Part 7 · Advanced & Integration · Intermediate
Anatomy of a TB/RTL Race
A same-edge drive/sample race walked cycle by cycle, why ordering is nondeterministic, and the classic works-in-one-tool symptom.
The setup: two processes, one edge
A race needs only two ingredients: a testbench process that drives or samples a signal with blocking semantics at a clock edge , and an RTL process triggered by the same edge.
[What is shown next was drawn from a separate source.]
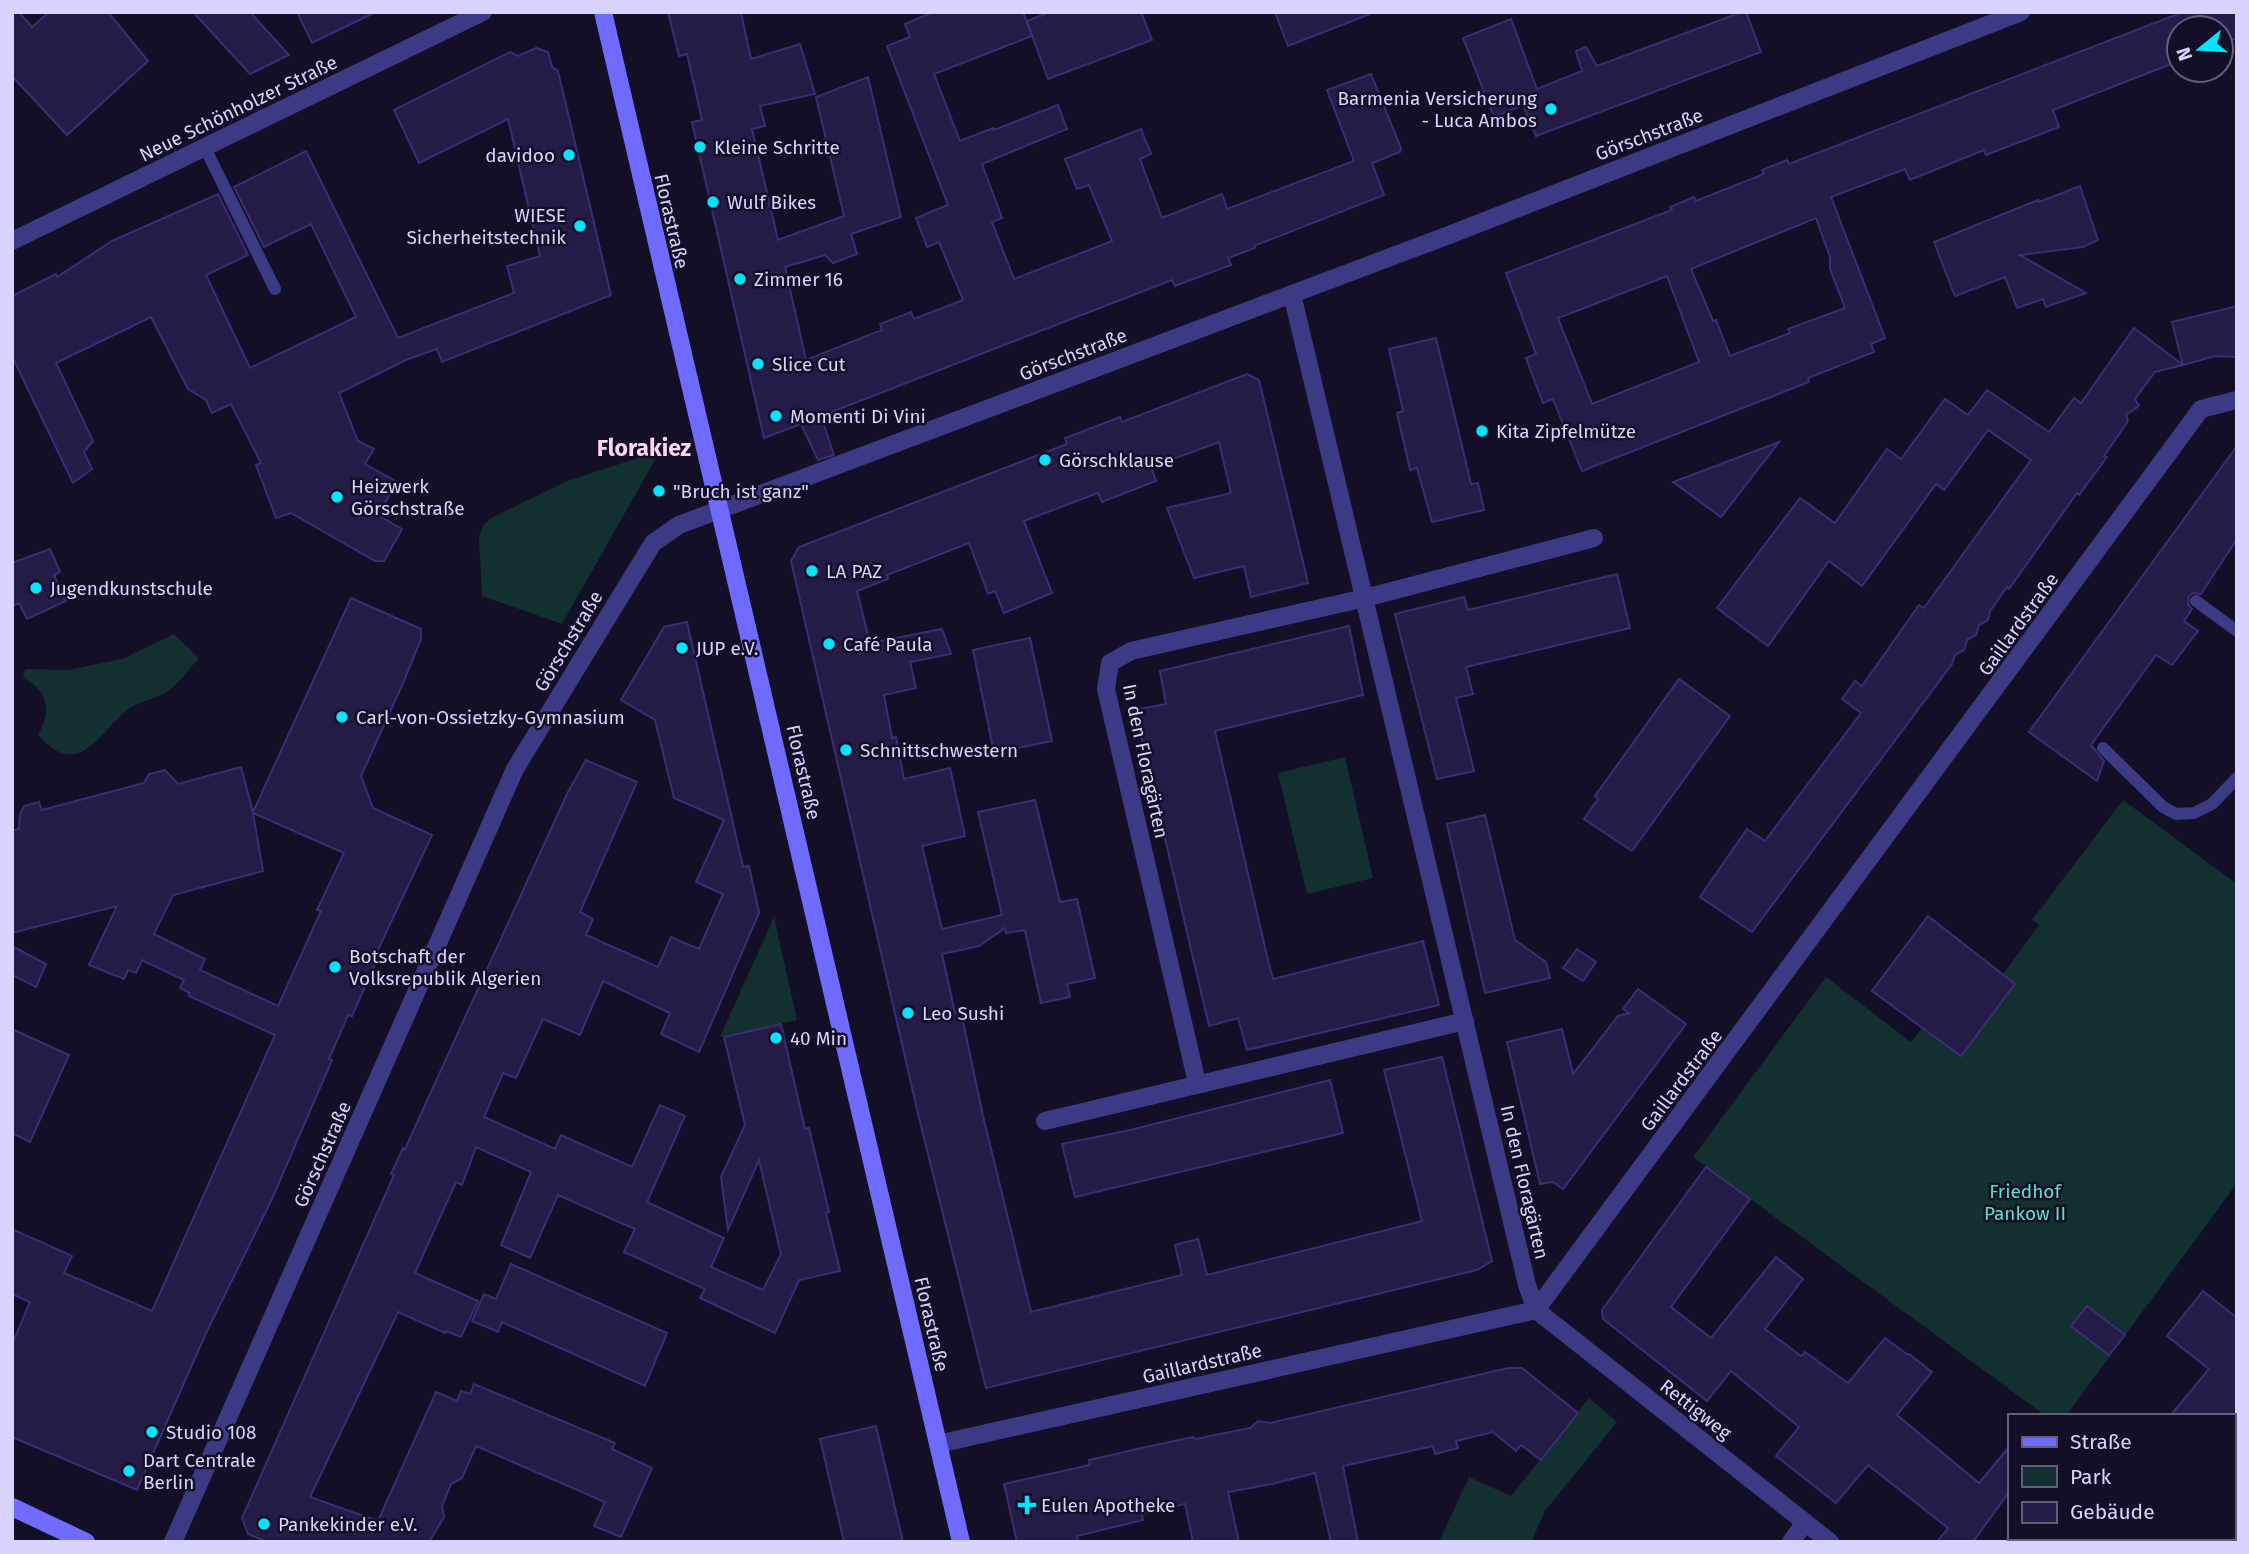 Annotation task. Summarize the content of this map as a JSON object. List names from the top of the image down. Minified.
{"streets":{"street":["Neue Schönholzer Straße","Görschstraße","Florastraße","Gaillardstraße","In den Floragärten","Rettigweg"]},"crossings":[["Görschstraße","Florastraße"],["Görschstraße","In den Floragärten"],["Florastraße","Gaillardstraße"],["Gaillardstraße","In den Floragärten"],["Gaillardstraße","Rettigweg"],["In den Floragärten","Rettigweg"]],"districts":["Florakiez"],"parks":["Friedhof Pankow II"],"places":{"other":["Barmenia Versicherung - Luca Ambos","Kleine Schritte","davidoo","Wulf Bikes","WIESE Sicherheitstechnik","Zimmer 16","Slice Cut","Momenti Di Vini","Kita Zipfelmütze","Görschklause","\"Bruch ist ganz\"","Heizwerk Görschstraße","LA PAZ","Jugendkunstschule","Café Paula","JUP e.V.","Carl-von-Ossietzky-Gymnasium","Schnittschwestern","Botschaft der Volksrepublik Algerien","Leo Sushi","40 Min","Studio 108","Dart Centrale Berlin","Pankekinder e.V."],"health":["Eulen Apotheke"]},"legend":["Straße","Park","Gebäude"],"north":"left"}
The LRM does not define which same-region process runs first — that ordering is the simulator's choice, and it is exactly where determinism dies.
// RTL — a registered pipeline stage
always_ff @(posedge clk)
data_q <= data_in; // nonblocking: reads data_in in Active,
// updates data_q in NBA
// TESTBENCH — naive driver, same edge, BLOCKING assignment
initial begin
@(posedge clk);
data_in = 8'hA5; // blocking: updates data_in IMMEDIATELY
end
// TESTBENCH — naive monitor, same edge, immediate read
always @(posedge clk)
captured = data_in; // which value of data_in does this see?Why blocking at the boundary is the trigger
RTL written with nonblocking assignments is internally race-free: all reads happen before any updates.
A TB blocking assignment updates the signal mid-Active-region — while RTL processes at the same edge may or may not have read it yet.
A TB immediate read in the same region may execute before or after the TB drive — same ambiguity, sampling side.
The race, cycle by cycle
SAME-EDGE DRIVE/SAMPLE RACE — time step at posedge clk
ACTIVE REGION (process order is SIMULATOR'S CHOICE)
┌──────────────────────────────────────────────────────────┐
│ runnable: { always_ff (RTL), driver, monitor } │
│ │
│ ORDER A (driver first): │
│ 1. driver: data_in = 8'hA5 (blocking, now) │
│ 2. always_ff: reads data_in = A5 → schedules NBA │
│ 3. monitor: captured = A5 │
│ │
│ ORDER B (RTL first): │
│ 1. always_ff: reads data_in = OLD → schedules NBA │
│ 2. driver: data_in = 8'hA5 │
│ 3. monitor: captured = A5 (or OLD if monitor ran │
│ before the driver!) │
└──────────────────────────────────────────────────────────┘
│
▼
NBA REGION
┌──────────────────────────────────────────────────────────┐
│ data_q <= (whatever always_ff READ above) │
│ ORDER A: data_q becomes A5 — DUT saw the new value │
│ ORDER B: data_q becomes OLD — DUT saw the old value │
└──────────────────────────────────────────────────────────┘
Same source code. Two legal outcomes. THAT is the race.Both orders are legal per the LRM . The simulator may pick based on declaration order, elaboration order, optimization level, or internal heuristics — all of which can change when you add a signal, change a flag, or upgrade the tool.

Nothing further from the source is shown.